Satellite Manufacturing segment revenues increased by $62 million for the six months ended June 30, 2009 as compared to the six months ended June 30, 2008 primarily as a result of increased revenues from new orders received subsequent to June 30, 2008, partially offset by reduced revenues from programs completed or nearing completion. Satellite Services segment revenues decreased by $2 million for the six months ended June 30, 2009 as compared to the six months ended June 30, 2008 primarily due to a $66 million decrease from the U.S. dollar/Canadian dollar exchange rate change on Canadian dollar denominated revenue, partially offset by $65 million of revenues primarily generated by the Nimiq 4 and Telstar 11N satellites, which entered service subsequent to June 30, 2008 and increased revenues from Anik F-3.

Satellite Manufacturing segment Adjusted EBITDA increased $2 million for the three months ended June 30, 2009 compared with the three months ended June 30, 2008 primarily due to a reduction in research and development expense of $5 million as a result of completion of a significant project that was being performed in 2008, partially offset by a $3 million increase in pension costs.
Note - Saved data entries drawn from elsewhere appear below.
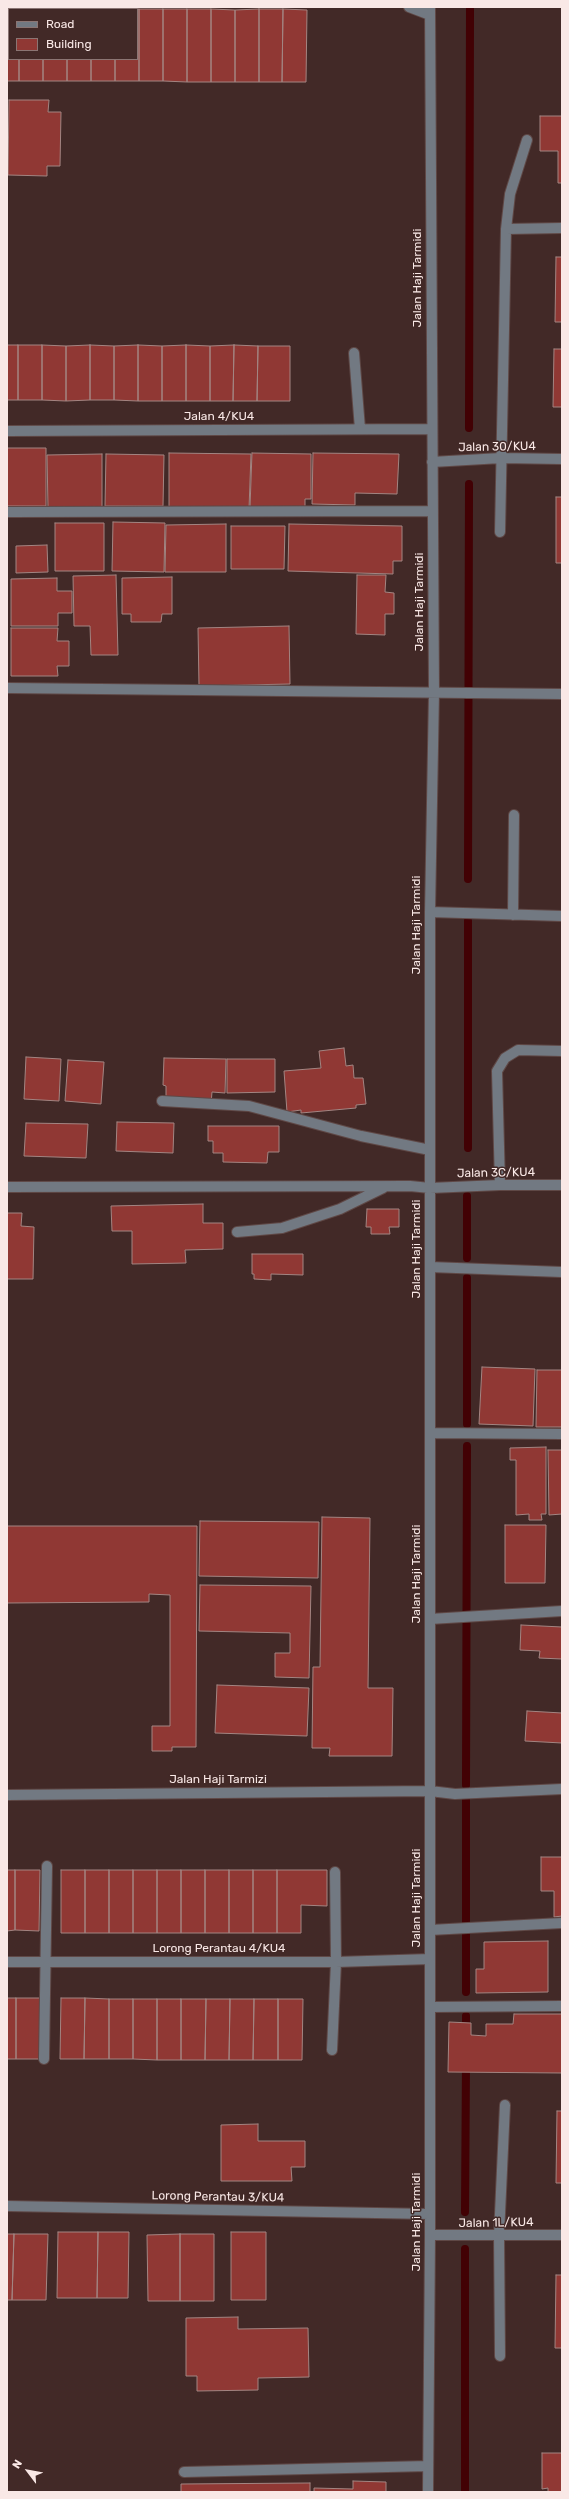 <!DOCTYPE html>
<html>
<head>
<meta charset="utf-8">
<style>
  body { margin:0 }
  #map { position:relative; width:569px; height:2499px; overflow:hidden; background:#422927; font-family:Rubik,sans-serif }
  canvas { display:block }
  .frame { position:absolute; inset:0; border:8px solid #f9e8e6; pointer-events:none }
  .legend { position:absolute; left:8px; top:8px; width:130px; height:52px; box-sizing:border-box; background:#422927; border:1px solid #8b7573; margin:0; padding:5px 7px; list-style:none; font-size:12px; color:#f9e8e6 }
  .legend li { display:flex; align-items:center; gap:8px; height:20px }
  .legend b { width:20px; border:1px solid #8b7573 }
  .north { position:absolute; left:8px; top:2451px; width:40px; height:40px; -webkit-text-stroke:3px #422927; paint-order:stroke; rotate:302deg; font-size:11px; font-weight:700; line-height:16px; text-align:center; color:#f9e8e6 }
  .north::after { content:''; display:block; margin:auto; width:14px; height:18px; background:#f9e8e6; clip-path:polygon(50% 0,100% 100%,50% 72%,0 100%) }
</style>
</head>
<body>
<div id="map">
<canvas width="569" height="2499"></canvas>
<div class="frame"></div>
<ul class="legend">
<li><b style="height:5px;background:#727982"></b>Road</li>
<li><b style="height:11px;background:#903834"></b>Building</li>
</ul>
<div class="north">N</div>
</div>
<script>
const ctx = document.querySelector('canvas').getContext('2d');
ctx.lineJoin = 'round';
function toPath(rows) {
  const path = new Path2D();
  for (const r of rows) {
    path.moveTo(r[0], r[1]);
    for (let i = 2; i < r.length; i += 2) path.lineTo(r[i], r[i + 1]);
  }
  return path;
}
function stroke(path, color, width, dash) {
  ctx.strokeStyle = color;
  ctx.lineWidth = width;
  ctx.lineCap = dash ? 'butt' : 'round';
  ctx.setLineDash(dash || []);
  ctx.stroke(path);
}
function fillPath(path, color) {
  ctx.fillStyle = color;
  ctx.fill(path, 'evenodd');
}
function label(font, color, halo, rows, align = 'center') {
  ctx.font = font + ' Rubik,sans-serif';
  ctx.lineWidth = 3;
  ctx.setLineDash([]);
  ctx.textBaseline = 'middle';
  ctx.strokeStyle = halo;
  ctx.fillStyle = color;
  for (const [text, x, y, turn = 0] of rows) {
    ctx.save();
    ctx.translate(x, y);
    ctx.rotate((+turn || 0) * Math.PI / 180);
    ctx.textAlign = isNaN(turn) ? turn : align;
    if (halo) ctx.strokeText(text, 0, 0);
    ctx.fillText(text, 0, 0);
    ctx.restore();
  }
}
const stream = toPath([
  [469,428,470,7],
  [468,879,469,484],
  [468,1148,468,921],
  [467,1196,467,1258],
  [467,1424,467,1278],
  [466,1785,467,1446],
  [466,1923,466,1800],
  [466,1992,466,1933],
  [466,2033,466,2016],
  [465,2212,466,2061],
  [465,2492,465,2249]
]);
const building = toPath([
  [7,9,9,9,9,59,19,59,19,81,7,81,7,9],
  [137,9,139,9,139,81,115,81,115,59,137,59,137,9],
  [139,9,163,9,163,81,139,81,139,9],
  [163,9,187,9,187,82,163,81,163,9],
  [187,9,211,9,211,82,187,82,187,9],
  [211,9,235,10,235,82,211,82,211,9],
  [259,9,259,82,235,82,235,10,259,9],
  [259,9,283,9,282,82,259,82,259,9],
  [283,9,307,10,306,82,282,82,283,9],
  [19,59,43,59,43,81,19,81,19,59],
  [43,59,67,59,67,81,43,81,43,59],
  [67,59,91,59,91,81,67,81,67,59],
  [91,59,115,59,115,81,91,81,91,59],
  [9,100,49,100,48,112,61,112,60,166,47,166,47,176,8,175,9,100],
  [540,116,562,116,562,183,558,183,558,151,540,151,540,116],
  [556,257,562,257,562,322,555,322,556,257],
  [7,345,18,345,18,400,7,400,7,345],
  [18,345,42,345,42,400,18,400,18,345],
  [42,345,66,346,66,401,42,400,42,345],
  [90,345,114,346,114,400,90,400,90,345],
  [90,345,90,400,66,401,66,346,90,345],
  [138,345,162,346,162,401,138,401,138,345],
  [138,345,138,401,114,400,114,346,138,345],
  [186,345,210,346,210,401,186,401,186,345],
  [186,345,186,401,162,401,162,346,186,345],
  [234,345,258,346,257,401,233,401,234,345],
  [234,345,233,401,210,401,210,346,234,345],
  [258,346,290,346,290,401,257,401,258,346],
  [554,349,562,349,562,407,553,407,554,349],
  [7,448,46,448,46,506,7,506,7,448],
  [169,453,251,454,249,509,169,508,169,453],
  [252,453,311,454,311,499,305,499,305,508,250,507,252,453],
  [313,453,399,454,397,494,355,493,355,505,312,504,313,453],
  [102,454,102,507,48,508,47,455,102,454],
  [106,454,164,455,163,506,105,506,106,454],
  [556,497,562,497,562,563,556,563,556,497],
  [113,522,165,523,164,572,112,571,113,522],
  [55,523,104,523,104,571,55,571,55,523],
  [226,524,226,572,165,572,166,525,226,524],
  [289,524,402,526,402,561,393,561,393,574,288,571,289,524],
  [231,526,285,526,284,569,231,569,231,526],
  [47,545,48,572,16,573,16,546,47,545],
  [116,575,118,655,91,655,90,626,74,626,73,576,116,575],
  [357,575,386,575,385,592,394,593,394,614,385,614,385,635,356,634,357,575],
  [172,577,172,614,162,614,161,622,131,622,131,614,122,614,122,578,172,577],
  [57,578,57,591,72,591,72,613,58,613,58,626,11,626,11,579,57,578],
  [289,626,290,684,199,686,198,628,289,626],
  [11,628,58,628,57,641,69,641,69,666,57,666,58,676,11,676,11,628],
  [344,1048,346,1066,353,1065,354,1078,363,1078,366,1104,356,1105,356,1108,301,1113,301,1110,287,1112,284,1071,321,1068,319,1051,344,1048],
  [26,1057,61,1059,59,1101,24,1099,26,1057],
  [164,1058,226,1059,225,1093,212,1092,211,1104,166,1103,166,1086,163,1085,164,1058],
  [227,1059,275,1059,275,1092,227,1093,227,1059],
  [68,1060,104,1062,101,1104,65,1101,68,1060],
  [117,1122,174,1123,173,1153,116,1151,117,1122],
  [26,1123,88,1124,86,1158,24,1156,26,1123],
  [208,1126,279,1126,279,1152,268,1152,267,1163,223,1162,223,1153,213,1153,213,1141,208,1141,208,1126],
  [203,1204,203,1223,223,1223,223,1249,185,1250,186,1263,132,1264,132,1231,112,1231,111,1206,203,1204],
  [367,1209,399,1209,399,1227,389,1227,390,1234,371,1234,371,1227,366,1227,367,1209],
  [7,1213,22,1213,21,1226,34,1227,33,1279,7,1279,7,1213],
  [252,1254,303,1254,303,1275,271,1274,271,1280,254,1279,254,1274,252,1274,252,1254],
  [482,1367,535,1369,533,1426,479,1424,482,1367],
  [537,1370,562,1370,562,1427,536,1427,537,1370],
  [546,1447,546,1514,541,1514,542,1520,529,1520,529,1514,516,1515,516,1460,510,1460,510,1448,546,1447],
  [548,1450,562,1450,562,1514,549,1515,548,1450],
  [322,1517,370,1518,368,1688,393,1688,392,1756,329,1756,330,1748,312,1748,313,1667,320,1667,322,1517],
  [200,1521,319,1522,318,1578,199,1576,200,1521],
  [505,1525,546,1525,545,1583,505,1583,505,1525],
  [7,1526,197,1526,196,1747,172,1747,172,1751,152,1751,152,1726,170,1726,170,1595,149,1594,149,1602,7,1603,7,1526],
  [200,1585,311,1586,309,1678,275,1677,275,1653,290,1653,290,1633,199,1631,200,1585],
  [521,1625,562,1627,562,1659,539,1658,540,1651,520,1650,521,1625],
  [217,1685,309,1688,307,1736,215,1733,217,1685],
  [527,1711,562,1713,562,1743,525,1741,527,1711],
  [541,1857,562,1857,562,1916,554,1917,554,1891,541,1891,541,1857],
  [7,1870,15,1870,15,1930,7,1931,7,1870],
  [15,1870,40,1870,39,1931,15,1930,15,1870],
  [61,1870,85,1870,85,1933,61,1933,61,1870],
  [85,1870,109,1870,109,1933,85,1933,85,1870],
  [109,1870,133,1870,133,1933,109,1933,109,1870],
  [133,1870,157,1870,157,1933,133,1933,133,1870],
  [157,1870,181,1870,181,1933,157,1933,157,1870],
  [181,1870,205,1870,205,1933,181,1933,181,1870],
  [205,1870,229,1870,229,1933,205,1933,205,1870],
  [229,1870,253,1870,253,1933,229,1933,229,1870],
  [253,1870,277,1870,277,1933,253,1933,253,1870],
  [277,1870,327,1870,327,1906,301,1905,301,1933,277,1933,277,1870],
  [548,1941,548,1992,476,1993,476,1969,484,1969,484,1942,548,1941],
  [7,1998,16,1998,16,2059,7,2059,7,1998],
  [16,1998,40,1998,40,2059,16,2059,16,1998],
  [61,1998,85,1998,84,2059,60,2059,61,1998],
  [85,1998,109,1999,109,2059,84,2059,85,1998],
  [109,1999,133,1999,133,2059,109,2059,109,1999],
  [133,1999,157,1999,157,2060,133,2059,133,1999],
  [157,1999,181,1999,181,2060,157,2060,157,1999],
  [181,1999,206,1999,205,2060,181,2060,181,1999],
  [206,1999,230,1999,229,2060,205,2060,206,1999],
  [230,1999,254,1999,253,2060,229,2060,230,1999],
  [254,1999,278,1999,278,2060,253,2060,254,1999],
  [278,1999,303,1999,302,2060,278,2060,278,1999],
  [514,2014,562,2014,562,2073,448,2072,449,2022,471,2023,471,2035,486,2036,486,2024,513,2024,514,2014],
  [557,2111,562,2111,562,2183,556,2183,557,2111],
  [258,2124,258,2141,305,2141,305,2167,291,2167,292,2181,221,2181,221,2125,258,2124],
  [58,2232,98,2232,97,2298,57,2298,58,2232],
  [98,2232,129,2232,128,2298,97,2298,98,2232],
  [231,2232,266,2232,266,2300,231,2300,231,2232],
  [7,2234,14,2234,12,2300,7,2300,7,2234],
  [14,2234,48,2234,46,2300,12,2300,14,2234],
  [180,2234,180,2301,148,2301,147,2235,180,2234],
  [180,2234,214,2234,214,2301,180,2301,180,2234],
  [556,2275,562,2275,562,2348,555,2348,556,2275],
  [238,2317,238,2329,308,2328,309,2377,258,2378,258,2390,197,2391,197,2376,186,2376,186,2318,238,2317],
  [542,2453,562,2453,562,2492,548,2492,548,2488,542,2489,542,2453],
  [353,2481,386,2482,386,2492,314,2492,314,2488,353,2489,353,2481],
  [310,2483,310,2492,181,2492,181,2484,310,2483]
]);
const minor = toPath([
  [409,7,430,15],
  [506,229,562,228],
  [354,353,360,429],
  [7,431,432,429],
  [432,462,501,458,562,459],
  [7,512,432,511],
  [500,532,506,229,510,194,527,140],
  [7,688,562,694],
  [430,912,562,916],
  [513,915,514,815],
  [162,1101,249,1106,361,1136,430,1150],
  [500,1185,497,1071,505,1058,518,1050,562,1051],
  [7,1187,410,1186,430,1188,500,1185,562,1185],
  [237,1232,282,1228,340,1209,383,1188],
  [430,1267,562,1272],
  [430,1433,562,1434],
  [430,1619,562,1611],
  [7,1795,430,1791,455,1794,562,1789],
  [430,1930,562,1923],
  [7,1962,336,1962,430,1959],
  [430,2007,562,2006],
  [332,2050,336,1962,335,1872],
  [44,2059,47,1866],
  [7,2206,429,2214],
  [430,2235,562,2235],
  [500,2356,499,2235,505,2105],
  [184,2472,428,2466],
  [428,2492,430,2235,430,912,434,692,430,7]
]);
const streetNames = [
  ["Jalan Haji Tarmidi",418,278,-90],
  ["Jalan 4/KU4",219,417],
  ["Jalan 30/KU4",497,447,-1],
  ["Jalan Haji Tarmidi",420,602,-90],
  ["Jalan Haji Tarmidi",417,925,-90],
  ["Jalan 3C/KU4",496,1173,-1],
  ["Jalan Haji Tarmidi",417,1249,-90],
  ["Jalan Haji Tarmidi",417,1574,-90],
  ["Jalan Haji Tarmizi",218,1780],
  ["Jalan Haji Tarmidi",417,1898,-90],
  ["Lorong Perantau 4/KU4",219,1949],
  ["Lorong Perantau 3/KU4",218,2197,1],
  ["Jalan Haji Tarmidi",417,2222,-90],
  ["Jalan 1L/KU4",496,2223,-1]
];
stroke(stream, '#420104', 8);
fillPath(building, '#903834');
stroke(building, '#a38582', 1);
stroke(minor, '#5f4846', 12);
stroke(minor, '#727982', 10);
label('12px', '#f9e8e6', '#422927', streetNames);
</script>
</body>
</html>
Satellite Services segment Adjusted EBITDA increased by $8 million for the three months ended June 30, 2009 as compared to the three months ended June 30, 2008 primarily due to the $27 million revenue increase described above and $5 million of lower expenses in 2009, partially offset by $19 million of foreign exchange rate impact and a $6 million gain on recovery from a customer bankruptcy recorded in 2008. Corporate expenses increased by $5 million for the three months ended June 30, 2009 as compared to the three months ended June 30, 2008, primarily due to a $4 million charge for deferred compensation resulting from an increase in the fair value of our common stock and a $1 million increase in legal costs.
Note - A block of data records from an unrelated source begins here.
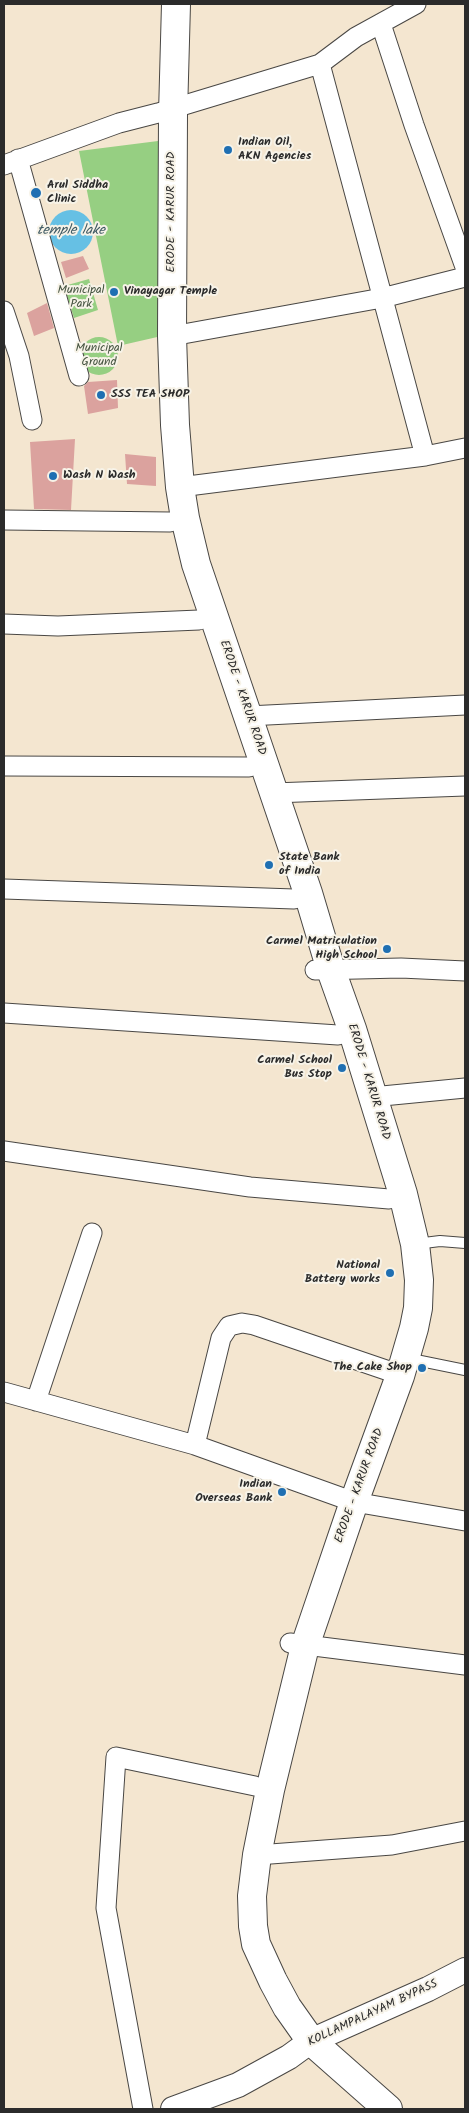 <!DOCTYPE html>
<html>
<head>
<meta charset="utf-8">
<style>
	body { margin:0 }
	#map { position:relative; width:469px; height:2113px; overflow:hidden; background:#f4e6d0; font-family:Kalam,sans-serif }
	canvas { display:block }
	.frame { position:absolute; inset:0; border:5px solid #2b2b2b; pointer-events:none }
</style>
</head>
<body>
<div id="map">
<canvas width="469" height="2113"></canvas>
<div class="frame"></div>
</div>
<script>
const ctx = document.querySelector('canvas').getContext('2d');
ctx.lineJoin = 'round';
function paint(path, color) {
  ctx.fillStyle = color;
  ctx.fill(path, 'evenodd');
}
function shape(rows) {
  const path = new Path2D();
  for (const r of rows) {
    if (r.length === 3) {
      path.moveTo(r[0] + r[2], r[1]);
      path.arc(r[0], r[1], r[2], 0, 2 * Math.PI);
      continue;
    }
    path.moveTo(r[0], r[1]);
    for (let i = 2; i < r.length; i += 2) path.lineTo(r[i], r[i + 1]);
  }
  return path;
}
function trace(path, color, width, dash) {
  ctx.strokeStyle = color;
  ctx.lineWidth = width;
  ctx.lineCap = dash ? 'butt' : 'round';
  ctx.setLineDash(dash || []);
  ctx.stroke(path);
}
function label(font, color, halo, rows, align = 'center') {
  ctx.font = font + ' Kalam,sans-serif';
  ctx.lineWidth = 4;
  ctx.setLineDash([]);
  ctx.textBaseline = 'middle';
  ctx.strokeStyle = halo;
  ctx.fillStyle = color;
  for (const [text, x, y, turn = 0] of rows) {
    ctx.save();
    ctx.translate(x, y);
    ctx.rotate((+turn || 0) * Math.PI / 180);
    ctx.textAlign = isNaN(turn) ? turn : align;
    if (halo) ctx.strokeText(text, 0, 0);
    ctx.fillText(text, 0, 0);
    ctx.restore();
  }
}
const green = shape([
	[158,141,166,335,118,346,79,151],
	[89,279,98,310,74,318,64,286],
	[99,356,19]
]);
const water = shape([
	[71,232,22]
]);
const building = shape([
	[83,256,89,269,66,278,61,262],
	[47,303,54,328,34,336,27,313],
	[117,380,118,408,88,414,84,386,88,382],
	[75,439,71,510,34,509,30,442],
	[125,454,156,457,156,486,127,484]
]);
const service = shape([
	[416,1244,440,1241,465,1243],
	[406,1358,465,1370]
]);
const minor = shape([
	[381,24,414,125,465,267],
	[320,64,425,456],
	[18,159,79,376],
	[4,165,119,123,158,113,320,64,356,37,416,4],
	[4,311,19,356,32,420],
	[172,336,382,298,465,277],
	[180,487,425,456,465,448],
	[4,520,170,522],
	[4,624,58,626,199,620],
	[248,716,465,705],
	[4,766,249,767],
	[273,793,465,786],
	[4,889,294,899],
	[315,970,401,968,465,971],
	[4,1013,338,1035],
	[372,1097,465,1088],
	[4,1151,250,1187,389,1199],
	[4,1392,195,1445,354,1502,465,1521],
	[36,1401,92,1233],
	[195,1445,221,1338,229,1326,242,1323,254,1325,386,1370],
	[290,1643,465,1665],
	[257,1855,392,1845,465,1831],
	[143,2109,106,1908,116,1757,255,1786]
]);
const tertiary = shape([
	[173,2109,238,2085,289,2057,311,2041,428,1989,465,1970]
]);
const primary = shape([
	[176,4,173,114,172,336,175,425,180,487,185,518,196,564,308,893,331,970,352,1029,403,1194,415,1244,419,1280,418,1308,414,1328,400,1376,354,1502,305,1646,270,1790,257,1855,252,1896,253,1926,256,1944,273,1981,287,2007,311,2041,388,2109]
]);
const markers = [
	[228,150,5,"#1f6fb2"],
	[36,193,6,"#1f6fb2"],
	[114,292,5,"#1f6fb2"],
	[101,395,5,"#1f6fb2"],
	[53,476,5,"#1f6fb2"],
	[269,865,5,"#1f6fb2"],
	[387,949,5,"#1f6fb2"],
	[342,1068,5,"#1f6fb2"],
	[390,1273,5,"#1f6fb2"],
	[422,1368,5,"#1f6fb2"],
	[282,1492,5,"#1f6fb2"]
];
const poiNames = [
	["Indian Oil,",238,143],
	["AKN Agencies",238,157],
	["Arul Siddha",47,186],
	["Clinic",47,200],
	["Vinayagar Temple",124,292],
	["SSS TEA SHOP",111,395],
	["Wash N Wash",63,476],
	["State Bank",279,858],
	["of India",279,872],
	["Carmel Matriculation",377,942,"right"],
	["High School",377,956,"right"],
	["Carmel School",332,1061,"right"],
	["Bus Stop",332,1075,"right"],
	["National",380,1266,"right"],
	["Battery works",380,1280,"right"],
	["The Cake Shop",412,1368,"right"],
	["Indian",272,1485,"right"],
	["Overseas Bank",272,1499,"right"]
];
const streetNames = [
	["ERODE - KARUR ROAD",172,212,-90],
	["ERODE - KARUR ROAD",242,698,71],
	["ERODE - KARUR ROAD",368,1082,73],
	["ERODE - KARUR ROAD",360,1486,-70],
	["KOLLAMPALAYAM BYPASS",373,2014,-25]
];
const parkNames = [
	["Municipal",81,291],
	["Park",81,305],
	["Municipal",99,349],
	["Ground",99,363]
];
const waterNames = [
	["temple lake",71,232]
];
paint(green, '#96cf82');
paint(water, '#66c0e4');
paint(building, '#dba29e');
trace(service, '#494744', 12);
trace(minor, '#494744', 21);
trace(tertiary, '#494744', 26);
trace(primary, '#494744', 30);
trace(service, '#fff', 10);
trace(minor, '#fff', 19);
trace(tertiary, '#fff', 24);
trace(primary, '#fff', 28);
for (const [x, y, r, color] of markers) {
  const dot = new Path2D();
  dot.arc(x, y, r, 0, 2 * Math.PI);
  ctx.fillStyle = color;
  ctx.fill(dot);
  trace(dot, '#f7f3e8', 2);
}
label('bold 12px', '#2b2b2b', '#f7f3e8', poiNames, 'left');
label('12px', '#2b2b2b', '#f7f3e8', streetNames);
label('12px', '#465441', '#f7f3e8', parkNames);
label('italic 14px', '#3d5862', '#f7f3e8', waterNames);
</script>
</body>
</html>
Satellite Manufacturing segment Adjusted EBITDA increased $8 million for the six months ended June 30, 2009 compared with the six months ended June 30, 2008 primarily due to a reduction in research and development expense of $5 million as a result of completion of a significant project that was being performed in 2008 and an $8 million improvement in margins due primarily to the higher sales volume, partially offset by a decrease of $6 million due to increased pension costs. Satellite Services segment Adjusted EBITDA increased by $23 million for the six months ended June 30, 2009 as compared to the six months ended June 30, 2008 primarily due to the $65 million revenue increase described above and $10 million of lower expenses in 2009, partially offset by a $46 million exchange rate impact and a $6 million gain on recovery from a customer bankruptcy recorded in 2008. Corporate expenses increased by $4 million for the six months ended June 30, 2009 as compared to the six months ended June 30, 2008, primarily due to a $6 million increased charge for deferred compensation resulting from an increase in the fair value of our common stock, partially offset by a $1 million decrease in legal costs.